*** RECORD EXTRACTS

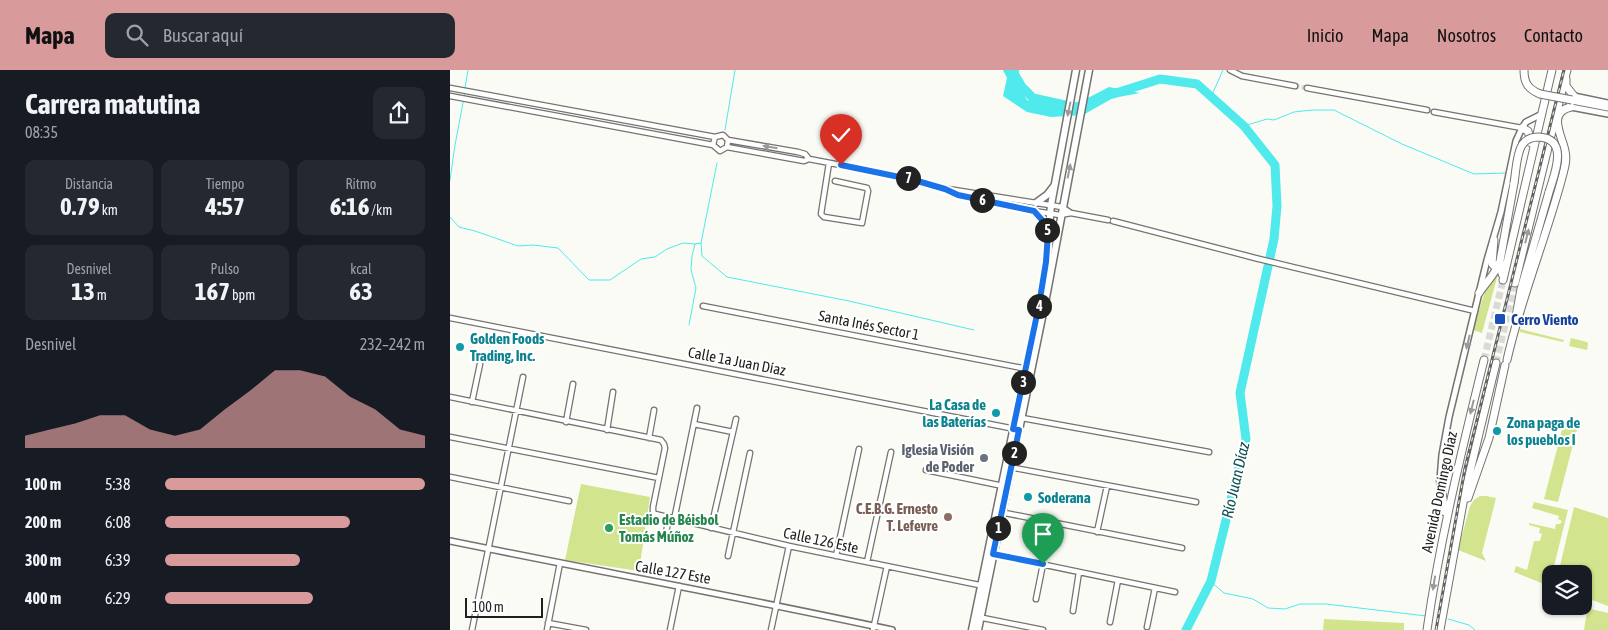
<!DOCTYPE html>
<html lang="es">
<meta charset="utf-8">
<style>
:root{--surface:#171b24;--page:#242831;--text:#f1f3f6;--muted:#9ea1a6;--accent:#d99a9b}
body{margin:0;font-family:"Asap Condensed",sans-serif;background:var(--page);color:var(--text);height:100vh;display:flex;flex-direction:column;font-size:19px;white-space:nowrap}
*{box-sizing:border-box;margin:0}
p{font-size:16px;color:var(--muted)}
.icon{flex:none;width:28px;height:28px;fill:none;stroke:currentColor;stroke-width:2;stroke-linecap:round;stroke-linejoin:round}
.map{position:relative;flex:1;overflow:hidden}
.drawer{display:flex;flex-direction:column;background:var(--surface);width:450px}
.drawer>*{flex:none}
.fabs{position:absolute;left:1092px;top:495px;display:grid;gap:10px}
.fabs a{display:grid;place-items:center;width:50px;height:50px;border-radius:10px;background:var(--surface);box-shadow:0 1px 4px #0004;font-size:25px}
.scale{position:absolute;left:15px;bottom:12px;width:78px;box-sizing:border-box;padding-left:5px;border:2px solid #1f1f1e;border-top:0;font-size:14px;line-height:18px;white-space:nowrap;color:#1f1f1e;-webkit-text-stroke:4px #fff;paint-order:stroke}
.pin{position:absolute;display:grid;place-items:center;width:42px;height:42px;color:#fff;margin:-51px -21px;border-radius:50% 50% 50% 0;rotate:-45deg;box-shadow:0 0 5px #0007}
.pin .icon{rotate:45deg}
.km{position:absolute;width:25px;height:25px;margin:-12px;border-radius:50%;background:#222;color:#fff;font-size:14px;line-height:25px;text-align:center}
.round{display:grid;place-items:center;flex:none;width:52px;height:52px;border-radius:10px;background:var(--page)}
.summary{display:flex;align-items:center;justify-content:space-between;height:85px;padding:0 25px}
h1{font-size:28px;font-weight:700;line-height:38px}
.figures{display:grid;grid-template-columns:repeat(3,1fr);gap:8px;height:85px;padding:5px 25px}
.figures div{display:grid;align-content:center;border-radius:10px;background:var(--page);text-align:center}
.figures b{font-size:25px;font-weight:700}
.figures small{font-size:14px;font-weight:400}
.figures p{font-size:14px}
.chart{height:140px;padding:10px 25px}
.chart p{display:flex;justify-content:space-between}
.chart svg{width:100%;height:90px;margin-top:5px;fill:var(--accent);opacity:.7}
ul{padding:0 25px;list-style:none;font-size:16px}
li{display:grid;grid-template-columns:80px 60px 1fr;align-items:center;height:38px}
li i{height:12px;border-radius:6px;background:var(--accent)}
header{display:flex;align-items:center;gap:30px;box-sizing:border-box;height:70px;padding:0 25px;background:var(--accent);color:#111}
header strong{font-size:24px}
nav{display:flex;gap:28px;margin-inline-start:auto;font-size:18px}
.search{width:350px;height:45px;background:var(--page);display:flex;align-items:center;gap:12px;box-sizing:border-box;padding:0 18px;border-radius:10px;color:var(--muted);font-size:19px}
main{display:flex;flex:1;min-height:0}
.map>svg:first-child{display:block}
</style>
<header>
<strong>Mapa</strong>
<div class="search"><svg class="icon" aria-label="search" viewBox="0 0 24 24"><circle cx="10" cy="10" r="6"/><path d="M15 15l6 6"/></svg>Buscar aquí</div>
<nav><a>Inicio</a><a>Mapa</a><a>Nosotros</a><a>Contacto</a></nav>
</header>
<main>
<section class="drawer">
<div class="summary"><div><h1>Carrera matutina</h1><p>08:35</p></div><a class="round"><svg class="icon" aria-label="share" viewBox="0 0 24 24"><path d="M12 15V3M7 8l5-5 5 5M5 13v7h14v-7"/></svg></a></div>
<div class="figures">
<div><p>Distancia</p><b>0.79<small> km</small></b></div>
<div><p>Tiempo</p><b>4:57</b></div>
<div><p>Ritmo</p><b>6:16<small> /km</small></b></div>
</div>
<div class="figures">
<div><p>Desnivel</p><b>13<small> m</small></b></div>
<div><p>Pulso</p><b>167<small> bpm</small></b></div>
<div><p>kcal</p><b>63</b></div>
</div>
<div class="chart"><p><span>Desnivel</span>232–242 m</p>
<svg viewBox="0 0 160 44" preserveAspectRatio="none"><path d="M0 44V38L10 35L20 32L30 28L40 28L50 35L60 38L70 35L80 25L90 16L100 6L110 6L120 9L130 19L140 25L150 35L160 38V44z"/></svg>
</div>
<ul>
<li><b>100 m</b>5:38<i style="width:100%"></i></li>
<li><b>200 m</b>6:08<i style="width:71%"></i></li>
<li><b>300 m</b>6:39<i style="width:52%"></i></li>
<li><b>400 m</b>6:29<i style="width:57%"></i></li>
</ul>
</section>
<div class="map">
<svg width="1158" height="560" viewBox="0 0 1158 560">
<rect width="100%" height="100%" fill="#fbfbf6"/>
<path fill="#d2e48e" d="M1048 204 1032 263 1023 260 1036 218 1040 210Z
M1070 259 1114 270 1113 272 1070 262Z
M1121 268 1137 272 1138 274 1137 280 1119 276Z
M1113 356 1127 359 1108 432 1094 429Z
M131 414 200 427 189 501 115 490Z
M1030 426H1036L1046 428 1032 483 1036 491 1008 480 1020 436 1024 430Z
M1084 432 1118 440 1099 516 1064 502 1066 496 1077 500 1084 471H1090L1092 464 1089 463 1090 458 1079 455V453L1105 459 1106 454H1110L1112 451 1108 449 1109 446 1082 438Z
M1124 437 1158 448V536L1134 527V504H1108Z
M1141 539 1158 543V560H1134L1137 541Z
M874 549 954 553V560H873Z"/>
<path fill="#50e9ec" d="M553 0H569L567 12 577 30 605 37 632 31 659 17 690 23 663 28 633 45 601 47 577 42 553 26 557 8Z"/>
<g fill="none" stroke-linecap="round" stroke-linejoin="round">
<path stroke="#50e9ec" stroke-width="1" d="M15 18 18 0
M761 27 773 0
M794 56 817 49 824 50 844 42 862 40H884L952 74 1024 104 1056 103
M275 60 285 0
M267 93 251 173 252 186 277 207 399 231 524 260
M0 110 5 75 15 22
M0 147 9 157 25 161 68 176 83 175 108 178 139 210H160L191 189 205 187 217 179 233 173 245 174
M239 255 246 218 241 200 242 186 245 174 251 173
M761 512 774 523 803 529 818 538 835 539 850 534H876L976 546
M998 549 1019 555 1025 560"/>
<path stroke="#50e9ec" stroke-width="9" d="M562 0 572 17 583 28 624 37
M663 24 710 9 747 14 794 56 825 95 827 136 824 169 790 323 796 369 761 511 736 560"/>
<path stroke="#dadad6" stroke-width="4.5" stroke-dasharray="4.5 2" stroke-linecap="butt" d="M845 16 857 18"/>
<path stroke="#dadad6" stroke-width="7" stroke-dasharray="7 3.5" stroke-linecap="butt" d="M1034 290 1053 210
M1046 293 1065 213"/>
<g stroke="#74736f" stroke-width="7">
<path id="minor" d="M780 0 792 6 845 16
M0 18 265 67
M857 18 977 40
M0 26 263 75
M984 42 1072 58
M278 70 277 77 270 81 263 75 265 67 273 65 278 70 348 82 355 84 359 89
M277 77 354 91 359 89 464 109 495 119 508 125 584 141 610 145 621 143 658 150
M379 93 371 144 374 147 412 153 418 121 417 118 385 111
M498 119 612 137 621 143
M663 151 805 188 1025 241
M253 236 577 299
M0 248 565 359
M0 327 211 370 214 374 215 378 203 437V442L205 444 339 476 534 516
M22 332 30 294
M572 348 759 382
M116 352 123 314
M244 354 283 362
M157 360 163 322
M0 367 209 408
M199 368 204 340
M559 397 746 432
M476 400 553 416
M0 407 119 431
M550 442 732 478
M224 450 247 338
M261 458 286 349
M647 462 657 416
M215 467 219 448
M543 484 725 522
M278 486 300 383
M386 486 409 379
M417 492 441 382
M586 529 593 494
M623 541 629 502
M528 547 593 560
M660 552 668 510
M98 553 136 560
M697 557 705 518
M22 560 73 307
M97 560 110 493
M220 560 229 516
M321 560 339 476
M423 560 437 496"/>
</g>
<g stroke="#74736f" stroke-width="8">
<path id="tertiary" d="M1158 33 1124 26 1118 30 1121 37 1158 44
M990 410 992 385 999 347 1037 190 1051 142 1066 71 1072 58 1076 52 1092 44
M0 471C147 501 295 528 442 560"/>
</g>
<g stroke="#74736f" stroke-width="9">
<path id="secondary" d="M586 133 597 125 604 116
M584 141 593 151 597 161
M522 560 589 235 596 192 601 135 626 0
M528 560 595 233 639 0"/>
</g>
<g stroke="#74736f" stroke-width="9">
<path id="primary" d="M1074 0C1074 13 1078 19 1090 24
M1116 9V16L1124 26
M1122 30 1158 37
M1072 58 1078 61 1081 73
M1044 170 1042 194 1044 196 1049 194
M1052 204 1050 191 1064 113
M1053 210 1102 0
M1065 213 1117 0
M1029 223C1036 212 1045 205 1049 193
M1065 252 1071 219 1099 122
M1057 290C1071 227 1097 166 1113 104 1115 96 1117 89 1115 81 1113 68 1096 42 1121 37
M990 410 995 442
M1018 428 1039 368 1055 295
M977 560C990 469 1012 379 1034 290
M990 560 1015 422 1046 293"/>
</g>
<use href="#minor" stroke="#fff" stroke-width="4.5"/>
<use href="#tertiary" stroke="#fff" stroke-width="5"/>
<use href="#secondary" stroke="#fff" stroke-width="6"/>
<use href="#primary" stroke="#fff" stroke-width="7"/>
<g stroke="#636361" stroke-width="3">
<path id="rail" d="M986 560 1015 398 1114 0"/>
</g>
<use href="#rail" stroke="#fff" stroke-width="1" stroke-dasharray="4" stroke-linecap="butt"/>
<g stroke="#74736f" stroke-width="9" stroke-linecap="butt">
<path id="primary-bridge" d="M1090 24 1122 30
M1064 113C1066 102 1066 85 1072 75 1076 69 1083 67 1089 67 1120 69 1104 105 1099 122"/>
</g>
<use href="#primary-bridge" stroke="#fff" stroke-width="7"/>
</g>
<defs><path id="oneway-solid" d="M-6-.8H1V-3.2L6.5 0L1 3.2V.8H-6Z" transform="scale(1.25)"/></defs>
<g fill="#9a9a9a">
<use href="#oneway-solid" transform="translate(619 39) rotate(102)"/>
<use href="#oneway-solid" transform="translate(320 77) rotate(-170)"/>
<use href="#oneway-solid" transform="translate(619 101) rotate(-79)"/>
<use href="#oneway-solid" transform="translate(1077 166) rotate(-76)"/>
<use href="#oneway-solid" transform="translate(1018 272) rotate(103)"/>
<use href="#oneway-solid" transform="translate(1022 337) rotate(104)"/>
<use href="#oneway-solid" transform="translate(984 513) rotate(99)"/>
</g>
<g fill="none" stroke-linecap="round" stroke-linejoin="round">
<g stroke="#fff" stroke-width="10">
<path id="route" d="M391 95 464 110 495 119 508 125 584 141 593 151 598 163 596 192 589 235 563 359 569 360 543 484 593 494"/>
</g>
<use href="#route" stroke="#1a73e8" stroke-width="6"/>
</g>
<rect fill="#1a4fb4" stroke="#fff" stroke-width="2" x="1044" y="243" width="12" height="12" rx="2.5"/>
<g fill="#0f9aa8" stroke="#fff" stroke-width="2">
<circle cx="10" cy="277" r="5"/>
<circle cx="546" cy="343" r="5"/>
<circle cx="1047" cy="361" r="5"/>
<circle cx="578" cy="427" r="5"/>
</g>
<circle fill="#6b7280" stroke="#fff" stroke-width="2" cx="534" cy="388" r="5"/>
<circle fill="#8d6e63" stroke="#fff" stroke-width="2" cx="498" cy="447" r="5"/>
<circle fill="#2e9e5b" stroke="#fff" stroke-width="2" cx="159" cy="458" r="5"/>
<g text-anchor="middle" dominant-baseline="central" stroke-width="4" stroke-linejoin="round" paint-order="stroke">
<g font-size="15" font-weight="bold" fill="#164399" stroke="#fff" text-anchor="start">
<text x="1061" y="249">Cerro Viento</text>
</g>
<g font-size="15" fill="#1f1f1e" stroke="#fff">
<text transform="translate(419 255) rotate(11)">Santa Inés Sector 1</text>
<text transform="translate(287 291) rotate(11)">Calle 1a Juan Díaz</text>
<text transform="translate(989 422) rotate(-78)">Avenida Domingo Díaz</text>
<text transform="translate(371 470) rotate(12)">Calle 126 Este</text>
<text transform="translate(223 502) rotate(10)">Calle 127 Este</text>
</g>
<g font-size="15" font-weight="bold" fill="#0d838f" stroke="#fff" text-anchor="start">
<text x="20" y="268">Golden Foods<tspan x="20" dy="17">Trading, Inc.</tspan></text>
<text x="536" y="334" text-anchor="end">La Casa de<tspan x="536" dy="17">las Baterías</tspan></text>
<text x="1057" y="352">Zona paga de<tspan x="1057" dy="17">los pueblos I</tspan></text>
<text x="588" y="427">Soderana</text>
</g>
<g font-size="15" font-weight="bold" fill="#5b616d" stroke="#fff" text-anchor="end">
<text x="524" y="379">Iglesia Visión<tspan x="524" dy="17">de Poder</tspan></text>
</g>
<g font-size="15" font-weight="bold" fill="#785e54" stroke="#fff" text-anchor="end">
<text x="488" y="438">C.E.B.G. Ernesto<tspan x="488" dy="17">T. Lefevre</tspan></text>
</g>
<g font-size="15" font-weight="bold" fill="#27864d" stroke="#fff" text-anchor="start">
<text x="169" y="449">Estadio de Béisbol<tspan x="169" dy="17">Tomás Múñoz</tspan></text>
</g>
<g font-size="16" font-style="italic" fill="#0e5152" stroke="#fff">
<text transform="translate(785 410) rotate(-77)">Río Juan Díaz</text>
</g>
</g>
</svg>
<div class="fabs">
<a><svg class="icon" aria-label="layers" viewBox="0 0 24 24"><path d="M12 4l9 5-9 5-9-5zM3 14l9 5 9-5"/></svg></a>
</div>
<div class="scale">100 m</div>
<div class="pin" style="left:593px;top:494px;background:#1e9e55"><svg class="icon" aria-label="arrive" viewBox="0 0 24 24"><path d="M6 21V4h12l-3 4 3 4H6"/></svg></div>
<div class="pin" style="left:391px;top:95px;background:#d93025"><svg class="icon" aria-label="check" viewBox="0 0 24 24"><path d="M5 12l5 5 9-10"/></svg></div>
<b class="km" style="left:548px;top:458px">1</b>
<b class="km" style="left:564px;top:383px">2</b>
<b class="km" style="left:573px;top:312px">3</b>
<b class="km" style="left:589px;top:236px">4</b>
<b class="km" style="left:597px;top:160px">5</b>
<b class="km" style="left:532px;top:130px">6</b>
<b class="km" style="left:458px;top:108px">7</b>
</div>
</main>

******

--- ACTION ITEM ---
Go through the lines above. Select every one that has the string "direction".

--- RESULT BELOW ---
body{margin:0;font-family:"Asap Condensed",sans-serif;background:var(--page);color:var(--text);height:100vh;display:flex;flex-direction:column;font-size:19px;white-space:nowrap}
.drawer{display:flex;flex-direction:column;background:var(--surface);width:450px}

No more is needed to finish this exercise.